Gyokuran entra dans la salle en ondulant.
-C'est le précepteur de Zhiao!!! Il est ici, il veut vous parler!
Xie se leva. Il se tourna vers Chiai et ses enfants.
-Surtout, restez à l'intérieur et ne sortez sous aucun prétexte.
Il sortit de la pièce, suivi par son fils. Karine se leva à son tour, mais Lü Hua la saisit par le poignet.
-Où allez-vous?
-Si c'est moi qu'il recherche, vous risquez d'être en danger...
-Vous risquez de mourir!
-Si vous mourez par ma faute, je ne pourrais jamais me le pardonner, dit Karine en se dégageant.
Elle sortit en courant de la pièce et se dirigea vers la porte d'entrée. Elle rencontra Gyokuran sur le chemin.
-Que faites-vous ici?
-Je suis venue me livrer à Zhu Long.
-Quoi?
-Il ne vous fera pas de mal si je pars.
-Mais le précepteur n'est pas la pour vous, il est la pour un remède pour Zhiao.
Karine regarda Gyokuran puis soupira de soulagement.

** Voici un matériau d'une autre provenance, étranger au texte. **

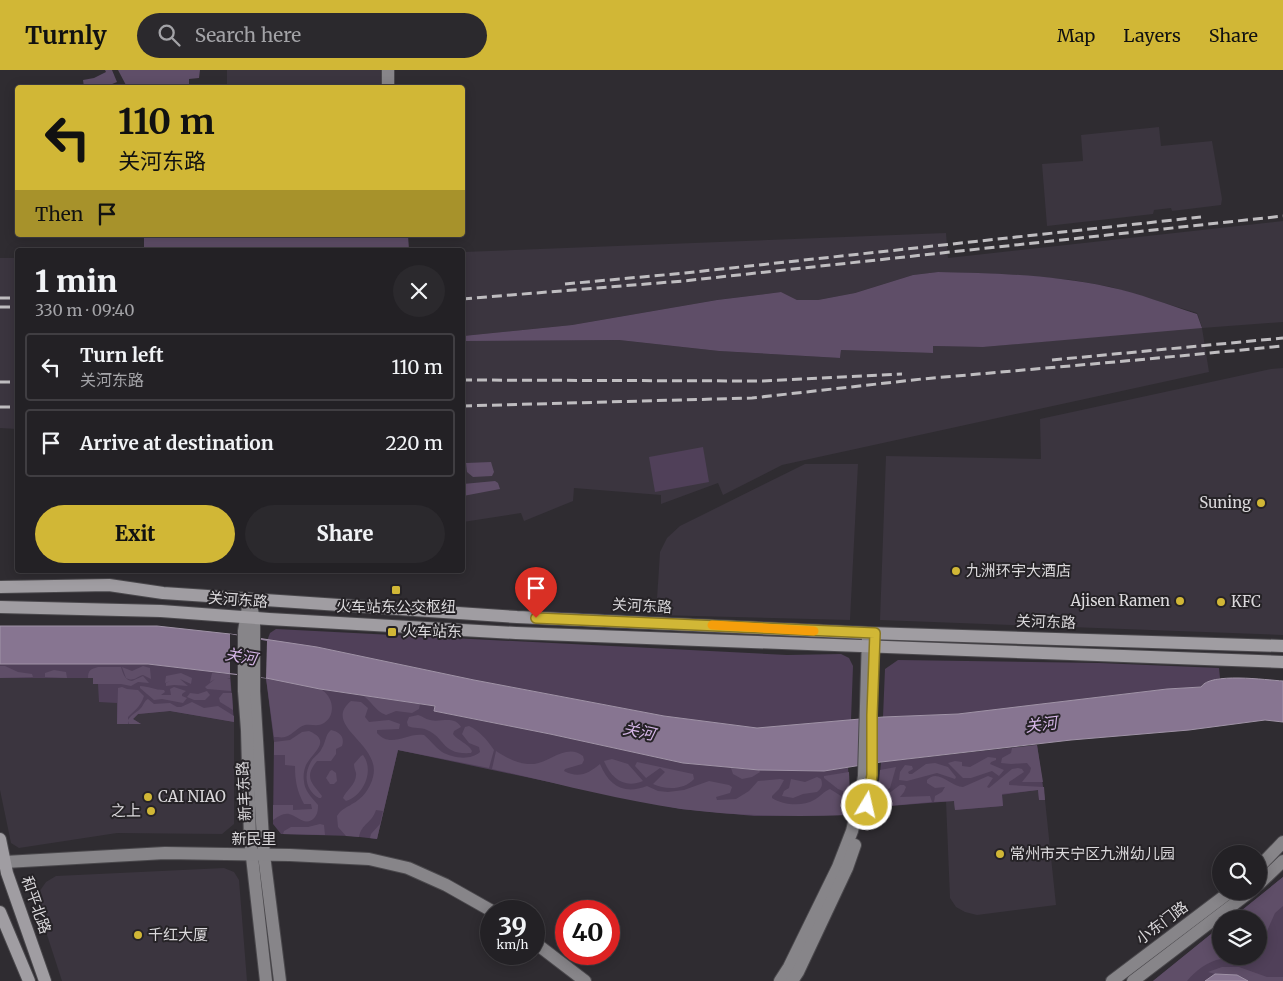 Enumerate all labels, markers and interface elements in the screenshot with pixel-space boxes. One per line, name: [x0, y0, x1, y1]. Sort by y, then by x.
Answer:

-Je me sens mieux, dit-elle, qui est ce "précepteur "?
-C'est un Hen-Li, il a enseigné à Zhiao tout son savoir en magie.
-Mais Zhiao n'a pas utilisé de magie...
-Il n'a pas du l'estimer nécessaire face à des humains...

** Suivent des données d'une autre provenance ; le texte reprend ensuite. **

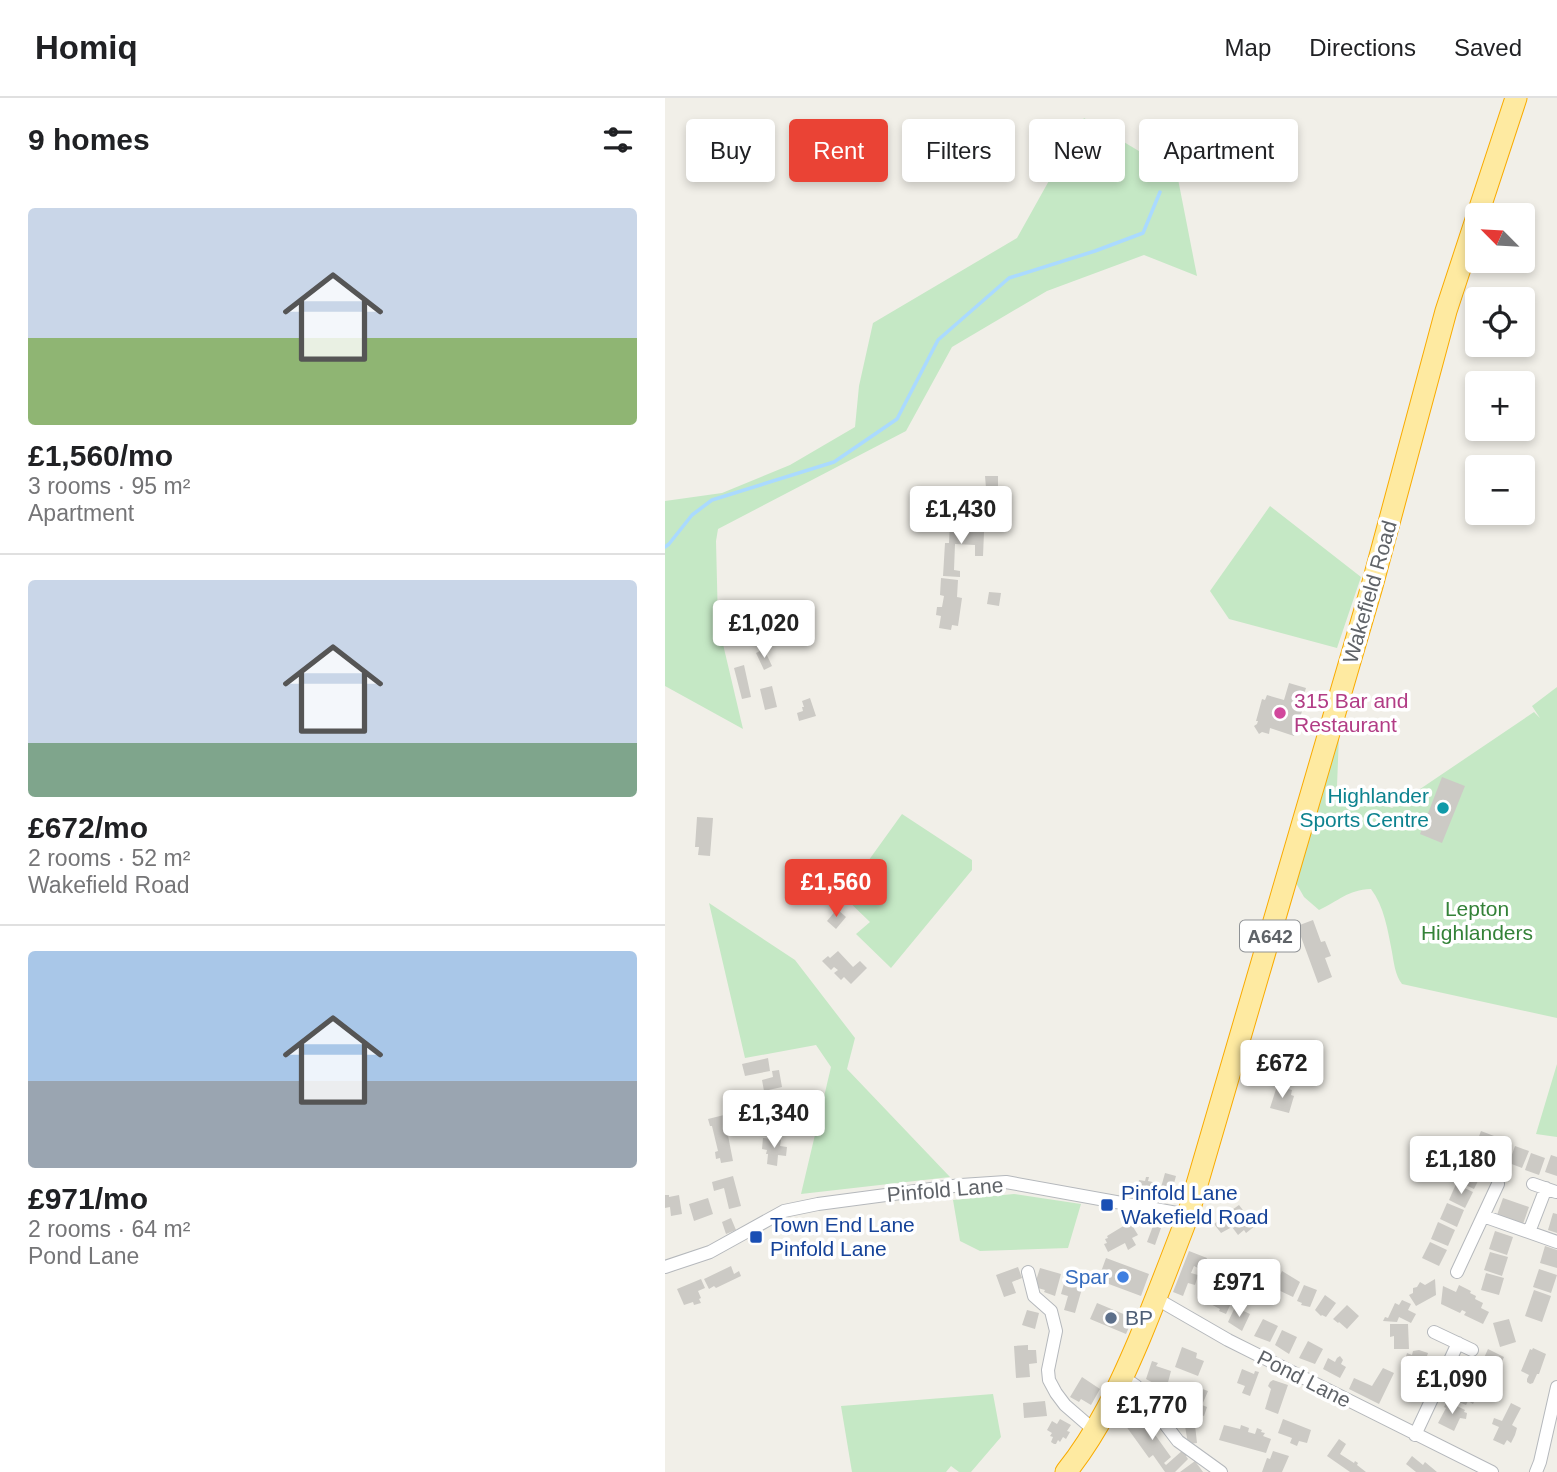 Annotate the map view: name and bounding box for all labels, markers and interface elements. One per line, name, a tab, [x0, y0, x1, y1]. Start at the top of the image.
text: Homiq	[35, 29, 138, 66]
text: Map	[1225, 34, 1271, 61]
text: Directions	[1309, 34, 1416, 61]
text: Saved	[1454, 34, 1522, 61]
chip: Buy	[686, 119, 775, 182]
chip: Rent	[789, 119, 888, 182]
chip: Filters	[902, 119, 1015, 182]
chip: New	[1029, 119, 1125, 182]
chip: Apartment	[1139, 119, 1298, 182]
icon: filters	[599, 121, 637, 159]
text: 9 homes	[28, 123, 150, 156]
north arrow	[1465, 203, 1535, 273]
map controls	[1465, 203, 1535, 525]
icon: home	[270, 254, 396, 380]
button: locate	[1465, 287, 1535, 357]
button: +	[1465, 371, 1535, 441]
text: £1,560/mo	[28, 439, 173, 472]
button: −	[1465, 455, 1535, 525]
text: 3 rooms · 95 m²	[28, 473, 190, 499]
pin: £1,430	[904, 486, 1018, 546]
text: £1,430	[926, 496, 996, 522]
text: Apartment	[28, 500, 134, 526]
street label: Wakefield Road	[1338, 518, 1401, 666]
pin: £1,020	[707, 601, 821, 660]
text: £1,020	[729, 610, 799, 636]
icon: home	[270, 626, 396, 752]
place label: 315 Bar and Restaurant	[1294, 689, 1408, 736]
marker: 315 Bar and Restaurant	[1272, 705, 1288, 721]
place label: Highlander Sports Centre	[1299, 784, 1429, 831]
marker: Highlander Sports Centre	[1435, 800, 1451, 816]
text: £672/mo	[28, 811, 148, 844]
text: 2 rooms · 52 m²	[28, 845, 190, 871]
pin: £1,560	[779, 860, 893, 919]
text: £1,560	[801, 869, 871, 895]
text: Wakefield Road	[28, 872, 190, 898]
park label: Lepton Highlanders	[1421, 897, 1533, 944]
road number: A642	[1240, 920, 1300, 951]
icon: home	[270, 997, 396, 1123]
pin: £672	[1241, 1040, 1323, 1100]
text: £672	[1256, 1050, 1308, 1076]
pin: £1,340	[717, 1090, 831, 1150]
text: £1,340	[739, 1100, 809, 1126]
pin: £1,180	[1404, 1136, 1518, 1196]
text: £1,180	[1426, 1146, 1496, 1172]
street label: Pinfold Lane	[886, 1173, 1004, 1206]
place label: Pinfold Lane Wakefield Road	[1121, 1181, 1268, 1228]
text: £971/mo	[28, 1182, 148, 1215]
marker: Pinfold Lane Wakefield Road	[1099, 1197, 1115, 1213]
place label: Town End Lane Pinfold Lane	[770, 1213, 915, 1260]
text: 2 rooms · 64 m²	[28, 1216, 190, 1242]
marker: Town End Lane Pinfold Lane	[748, 1229, 764, 1245]
text: Pond Lane	[28, 1243, 139, 1269]
pin: £971	[1198, 1260, 1280, 1319]
place label: Spar	[1065, 1265, 1109, 1288]
marker: Spar	[1115, 1269, 1131, 1285]
text: £971	[1213, 1269, 1265, 1295]
place label: BP	[1125, 1306, 1153, 1329]
marker: BP	[1103, 1310, 1119, 1326]
street label: Pond Lane	[1254, 1345, 1355, 1412]
pin: £1,090	[1395, 1356, 1509, 1416]
text: £1,090	[1417, 1366, 1487, 1392]
pin: £1,770	[1095, 1382, 1209, 1442]
text: £1,770	[1117, 1392, 1187, 1418]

Gyokuran leva le tissu qui fermait la porte de la demeure et jeta un coup d'œil. Karine l'imita. Elle vit la silhouette de Hen.
-C'est lui qui a sauvé Zhiao, souffla t'elle à Gyokuran.
Le jeune homme hocha la tête et écouta la discussion entre son père et Hen-Li.
-Je connais les raisons de ton ressentiment envers le seigneur Zhu Long, mais Zhiao n'y est pour rien... Viens le soigner je te prie Xie.
Xie secoua la tête.
-Je suis désolé Hen, mais j'ai juré sur la tombe de ma femme de ne plus jamais avoir de rapport avec vous.
-Xie, si le prince meurt, Zhu Long fera exécuter toute ta famille...
Xie baissa les yeux. Il réfléchit quelques secondes. Hen reprit la parole.
-J'ai vu naître tes deux fils et ta fille, j'ai été là lors de tes deux mariages et tu es mon ami depuis que je suis devenu un Hen-Li. Je n'aimerais pas que toi ou ta famille soit malmenés. Au nom de notre amitié Xie, je t'en prie, viens soigner Zhiao.
-c'est bon Hen, j'accepte... Laisse moi chercher ma trousse.
Xie fit demi-tour. A ce moment, Hen leva les yeux.
-Xie... Abriterais-tu des fugitifs?
Xie se figea et regarda Hen par-dessus son épaule.
-Je ne vois pas de quoi tu parles Hen.
-Ne te moque pas de moi... La fille que le Seigneur Zhu Long recherche est ici ainsi que ses deux compagnons... Livre-les-moi.
-Ils m'ont demandé l'hospitalité Hen...
A l'intérieur, Karine poussa Gyokuran sur le côté.
-Où vas-tu?
-J'ignore comment, mais il a deviné que j'étais la... Il vaut mieux que je m'en aille... occupe-toi bien de Heï et Baï.
Karine ouvrit la porte et grimpa les quelques marches qui menaient à la surface. Elle avança vers les deux hommes, passa à côté de Xie et s'immobilisa à quelques mètres de Hen.
-Je suis celle que Zhu Long cherche. Ne fait pas de mal à Xie et sa famille.
-Loin de moi cette idée, dit Hen. Alors tu es la Fille... Donne moi la main.
Karine leva la main pour prendre celle, griffue et écailleuse de Hen quand soudain, la voix de Baï se fit entendre.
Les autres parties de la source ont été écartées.